The Weekly Checkpoint is where many tactical decisions will be made regarding the practices. As your schedule is shaping up for the upcoming week, you’ll have a much better sense of how and where the practices will fit most effectively into your life. I (Todd Henry) like to schedule my Weekly Checkpoint on Friday afternoon because it gives me a cliff-top perch from which to view my upcoming week and plot my course. Others I’ve worked with prefer to wait until first thing on Monday morning, or even to do this checkpoint over the weekend. If you have an organizational system that you’re already comfortable with, you can also find ways of working your weekly checkpoint into your existing systems. For example, I’ve used David Allen’s Getting Things Done methodology for years, and I like to lump my weekly checkpoint in with the weekly review suggested by David’s system. Whatever works for you is fine, but be consistent.
During your Weekly Checkpoint you will think about how to implement the practices into your upcoming week. Here is a complete list of the practices we discussed in the book:
- Focus: Challenges, the Big 3, Clustering
- Relationships: Circles, Head-to-Heads, Core Team
- Energy: Whole-Life Planning, Pruning
- Stimuli: Study Plan, Notation, Purposeful Experience
- Hours: Idea Time, Unnecessary Creating
Block off twenty minutes on your schedule for the Checkpoint, then work through each of the practices and where appropriate schedule them in your calendar.
Weekly Checkpoint Prompts
Focus
Challenges: Look at, or create, a comprehensive list of your projects. Do each of them have associated Challenges? If not, create them.
Big 3: What are your Big 3 for the week? Write Challenges for each of the Big 3.

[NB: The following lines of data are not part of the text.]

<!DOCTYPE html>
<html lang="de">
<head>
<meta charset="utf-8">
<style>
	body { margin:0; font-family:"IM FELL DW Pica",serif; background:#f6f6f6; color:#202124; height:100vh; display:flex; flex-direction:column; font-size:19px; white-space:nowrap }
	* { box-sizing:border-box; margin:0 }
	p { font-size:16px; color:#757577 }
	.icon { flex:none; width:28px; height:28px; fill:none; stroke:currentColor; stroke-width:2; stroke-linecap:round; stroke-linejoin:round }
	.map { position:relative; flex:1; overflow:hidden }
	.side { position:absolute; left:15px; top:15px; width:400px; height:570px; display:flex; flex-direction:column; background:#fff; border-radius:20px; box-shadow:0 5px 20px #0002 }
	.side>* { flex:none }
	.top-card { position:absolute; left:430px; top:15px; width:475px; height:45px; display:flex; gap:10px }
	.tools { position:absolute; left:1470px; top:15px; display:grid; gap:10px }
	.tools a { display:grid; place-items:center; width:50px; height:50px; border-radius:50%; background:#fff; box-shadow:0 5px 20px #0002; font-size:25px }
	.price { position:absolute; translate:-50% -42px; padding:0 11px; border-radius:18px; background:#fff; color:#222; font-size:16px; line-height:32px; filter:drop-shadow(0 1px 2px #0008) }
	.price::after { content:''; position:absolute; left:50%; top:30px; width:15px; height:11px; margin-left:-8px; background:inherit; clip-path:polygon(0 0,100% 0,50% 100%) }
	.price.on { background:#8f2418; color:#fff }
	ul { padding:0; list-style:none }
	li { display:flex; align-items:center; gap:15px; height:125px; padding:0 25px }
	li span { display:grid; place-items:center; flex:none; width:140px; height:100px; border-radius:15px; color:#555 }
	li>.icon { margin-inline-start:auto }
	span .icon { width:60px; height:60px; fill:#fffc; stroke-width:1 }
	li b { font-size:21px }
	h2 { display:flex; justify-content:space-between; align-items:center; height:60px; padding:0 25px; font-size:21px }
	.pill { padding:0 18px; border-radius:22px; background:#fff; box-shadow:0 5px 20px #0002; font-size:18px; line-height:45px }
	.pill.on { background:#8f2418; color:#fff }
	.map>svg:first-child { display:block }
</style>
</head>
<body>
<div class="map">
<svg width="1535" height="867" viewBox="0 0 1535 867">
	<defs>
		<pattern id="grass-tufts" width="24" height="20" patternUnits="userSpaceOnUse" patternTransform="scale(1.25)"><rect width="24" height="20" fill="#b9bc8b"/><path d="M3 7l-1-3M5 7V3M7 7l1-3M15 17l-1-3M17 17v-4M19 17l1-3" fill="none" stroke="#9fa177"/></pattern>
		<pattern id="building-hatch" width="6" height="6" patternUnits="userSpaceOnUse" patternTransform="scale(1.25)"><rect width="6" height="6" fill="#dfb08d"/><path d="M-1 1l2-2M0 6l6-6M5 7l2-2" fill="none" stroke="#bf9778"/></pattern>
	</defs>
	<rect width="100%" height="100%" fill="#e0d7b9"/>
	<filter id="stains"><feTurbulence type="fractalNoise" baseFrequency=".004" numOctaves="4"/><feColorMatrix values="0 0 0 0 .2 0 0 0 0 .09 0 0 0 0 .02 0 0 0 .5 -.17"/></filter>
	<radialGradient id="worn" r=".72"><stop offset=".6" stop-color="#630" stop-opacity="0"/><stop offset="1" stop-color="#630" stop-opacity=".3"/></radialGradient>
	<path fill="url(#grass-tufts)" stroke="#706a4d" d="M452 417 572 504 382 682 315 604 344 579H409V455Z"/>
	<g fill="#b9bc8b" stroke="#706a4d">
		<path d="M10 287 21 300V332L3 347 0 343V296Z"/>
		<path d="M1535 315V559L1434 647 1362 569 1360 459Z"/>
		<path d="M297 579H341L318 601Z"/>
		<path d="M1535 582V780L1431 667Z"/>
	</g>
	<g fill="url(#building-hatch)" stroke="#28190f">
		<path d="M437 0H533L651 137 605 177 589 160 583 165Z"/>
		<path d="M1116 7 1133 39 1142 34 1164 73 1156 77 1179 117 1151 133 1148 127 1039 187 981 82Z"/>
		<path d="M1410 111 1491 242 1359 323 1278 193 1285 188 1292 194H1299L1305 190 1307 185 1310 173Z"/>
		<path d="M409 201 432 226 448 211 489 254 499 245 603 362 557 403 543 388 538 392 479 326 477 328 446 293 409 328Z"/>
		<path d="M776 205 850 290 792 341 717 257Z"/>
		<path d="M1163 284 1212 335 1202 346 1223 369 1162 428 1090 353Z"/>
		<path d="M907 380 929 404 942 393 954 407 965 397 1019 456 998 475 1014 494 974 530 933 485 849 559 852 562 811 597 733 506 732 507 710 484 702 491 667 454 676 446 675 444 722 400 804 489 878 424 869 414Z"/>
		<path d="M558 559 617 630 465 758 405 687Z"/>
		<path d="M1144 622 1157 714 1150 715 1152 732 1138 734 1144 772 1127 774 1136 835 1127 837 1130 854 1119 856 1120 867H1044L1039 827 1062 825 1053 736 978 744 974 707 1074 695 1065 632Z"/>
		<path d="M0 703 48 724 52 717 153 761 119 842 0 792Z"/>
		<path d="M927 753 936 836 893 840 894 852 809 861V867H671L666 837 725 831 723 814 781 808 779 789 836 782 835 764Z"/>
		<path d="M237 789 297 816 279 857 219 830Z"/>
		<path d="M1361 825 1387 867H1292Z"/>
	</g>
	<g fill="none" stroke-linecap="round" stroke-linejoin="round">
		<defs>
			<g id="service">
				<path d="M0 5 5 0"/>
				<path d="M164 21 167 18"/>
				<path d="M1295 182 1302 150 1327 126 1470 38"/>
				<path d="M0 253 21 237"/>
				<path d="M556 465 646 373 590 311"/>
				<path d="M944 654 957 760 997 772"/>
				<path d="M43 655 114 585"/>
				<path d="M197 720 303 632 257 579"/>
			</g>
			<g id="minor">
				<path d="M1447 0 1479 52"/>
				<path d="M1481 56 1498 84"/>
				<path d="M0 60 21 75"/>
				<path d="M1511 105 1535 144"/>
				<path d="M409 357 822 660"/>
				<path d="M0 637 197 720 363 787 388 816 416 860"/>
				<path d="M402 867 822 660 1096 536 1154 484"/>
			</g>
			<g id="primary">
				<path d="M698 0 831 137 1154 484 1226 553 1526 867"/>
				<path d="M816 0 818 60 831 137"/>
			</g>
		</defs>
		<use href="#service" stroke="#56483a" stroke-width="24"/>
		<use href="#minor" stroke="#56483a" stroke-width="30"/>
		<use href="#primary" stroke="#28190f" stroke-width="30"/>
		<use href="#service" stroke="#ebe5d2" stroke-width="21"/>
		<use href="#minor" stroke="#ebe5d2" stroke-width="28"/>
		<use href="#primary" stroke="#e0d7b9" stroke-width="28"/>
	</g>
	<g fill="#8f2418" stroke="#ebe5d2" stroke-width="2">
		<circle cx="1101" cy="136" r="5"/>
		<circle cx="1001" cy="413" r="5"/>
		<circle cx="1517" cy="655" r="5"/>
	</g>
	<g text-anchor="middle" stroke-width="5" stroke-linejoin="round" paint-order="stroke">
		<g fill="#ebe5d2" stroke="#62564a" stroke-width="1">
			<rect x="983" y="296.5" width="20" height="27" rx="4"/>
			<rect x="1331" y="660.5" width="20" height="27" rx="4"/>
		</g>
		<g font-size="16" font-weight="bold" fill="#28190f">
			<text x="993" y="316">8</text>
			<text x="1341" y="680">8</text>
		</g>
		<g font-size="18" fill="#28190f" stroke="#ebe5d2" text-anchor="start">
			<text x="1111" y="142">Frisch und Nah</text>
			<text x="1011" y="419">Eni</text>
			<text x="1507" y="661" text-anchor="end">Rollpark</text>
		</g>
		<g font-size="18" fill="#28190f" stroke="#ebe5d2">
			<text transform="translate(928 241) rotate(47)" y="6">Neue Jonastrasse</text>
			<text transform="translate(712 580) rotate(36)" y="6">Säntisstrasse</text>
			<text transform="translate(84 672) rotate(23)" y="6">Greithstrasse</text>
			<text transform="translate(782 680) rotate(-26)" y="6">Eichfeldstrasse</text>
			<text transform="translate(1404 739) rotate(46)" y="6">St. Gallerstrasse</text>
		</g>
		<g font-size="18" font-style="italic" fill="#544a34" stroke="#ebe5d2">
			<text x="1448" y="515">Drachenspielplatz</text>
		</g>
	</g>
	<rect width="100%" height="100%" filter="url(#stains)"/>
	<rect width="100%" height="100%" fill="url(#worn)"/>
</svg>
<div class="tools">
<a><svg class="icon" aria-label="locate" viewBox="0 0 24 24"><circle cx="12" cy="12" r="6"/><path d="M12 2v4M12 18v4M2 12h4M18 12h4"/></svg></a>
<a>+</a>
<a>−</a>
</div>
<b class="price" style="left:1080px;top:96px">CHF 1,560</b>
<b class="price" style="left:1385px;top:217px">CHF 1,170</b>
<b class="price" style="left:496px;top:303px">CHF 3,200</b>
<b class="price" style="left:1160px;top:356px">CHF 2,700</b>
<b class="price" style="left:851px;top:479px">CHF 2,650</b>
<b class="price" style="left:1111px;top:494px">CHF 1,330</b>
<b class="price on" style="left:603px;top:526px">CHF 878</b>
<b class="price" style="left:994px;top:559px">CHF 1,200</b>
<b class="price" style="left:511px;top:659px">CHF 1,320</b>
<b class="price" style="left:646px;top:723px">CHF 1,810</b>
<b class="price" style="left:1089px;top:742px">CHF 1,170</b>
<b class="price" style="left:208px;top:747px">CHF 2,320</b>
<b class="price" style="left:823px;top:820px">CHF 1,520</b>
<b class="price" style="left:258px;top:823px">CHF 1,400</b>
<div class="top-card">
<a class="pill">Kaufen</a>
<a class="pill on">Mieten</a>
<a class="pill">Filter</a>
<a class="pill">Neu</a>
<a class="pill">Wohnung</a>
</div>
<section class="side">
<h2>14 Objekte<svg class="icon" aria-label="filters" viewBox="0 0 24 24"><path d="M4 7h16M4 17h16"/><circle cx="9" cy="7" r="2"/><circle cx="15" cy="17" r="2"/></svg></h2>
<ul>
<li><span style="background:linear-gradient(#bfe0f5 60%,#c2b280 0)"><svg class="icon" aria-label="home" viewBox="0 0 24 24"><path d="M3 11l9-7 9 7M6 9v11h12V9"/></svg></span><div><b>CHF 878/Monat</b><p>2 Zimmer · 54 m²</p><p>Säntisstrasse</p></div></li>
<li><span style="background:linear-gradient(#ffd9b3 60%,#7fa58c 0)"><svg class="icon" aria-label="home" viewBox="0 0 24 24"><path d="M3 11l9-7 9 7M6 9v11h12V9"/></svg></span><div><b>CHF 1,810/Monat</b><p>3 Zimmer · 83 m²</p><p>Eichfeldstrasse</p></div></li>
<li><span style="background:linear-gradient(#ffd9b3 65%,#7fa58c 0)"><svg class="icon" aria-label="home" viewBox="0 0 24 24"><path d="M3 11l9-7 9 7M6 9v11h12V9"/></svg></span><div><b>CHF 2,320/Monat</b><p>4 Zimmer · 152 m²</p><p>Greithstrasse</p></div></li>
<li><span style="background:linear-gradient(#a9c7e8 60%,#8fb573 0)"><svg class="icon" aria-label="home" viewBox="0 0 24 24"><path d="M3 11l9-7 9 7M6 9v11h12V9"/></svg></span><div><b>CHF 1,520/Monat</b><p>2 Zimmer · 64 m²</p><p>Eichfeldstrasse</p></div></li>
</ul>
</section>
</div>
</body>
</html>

Clustering: Are there ways you can structure similar work this week so that there is less task switching? Block specific time on your calendar for these activities.
Relationships
Circles: Do you have a circle meeting on the calendar? Do you need to prepare for it? If so, put time on your calendar.
Head-to-Heads: Do you have any head-to-heads this week? Do you need to prepare? When will you do it? Put time on your calendar.
Core Team: Do you need to reach out to a member of your core team for advice on something? If so, add it to your task list for the week or fire off a quick e-mail.
Energy
Whole-Life Planning: Are there any potential conflicts this week between work and personal activities or expectations? How will you get ahead of them?
Pruning: Is there anything that you’d planned but now realize may not be a good idea, given your upcoming schedule? How can you prune it? Additionally, are there any “hard runs” in which you’ll have all-day or back-to-back meetings? How will you plan something energizing around or between them to prevent burnout and stay energized?
Stimuli
Study: When will your personal study times be this week? Put them on the calendar. What will they consist of? Take a look at your Stimulus Queue and map your week’s stimuli.
Notation: Take just a few minutes to glance at your notes from the previous week as well as the indexes in the front of your notebook.
Purposeful Experience: Do you have one on your calendar this week? When will it happen?
Hours
Idea Time: When will you structure your Idea Time this week? What will you focus on during these sessions? Put it on the calendar with the associated project name.
Unnecessary Creating: What will you do for Unnecessary Creating this week? Put it on your calendar.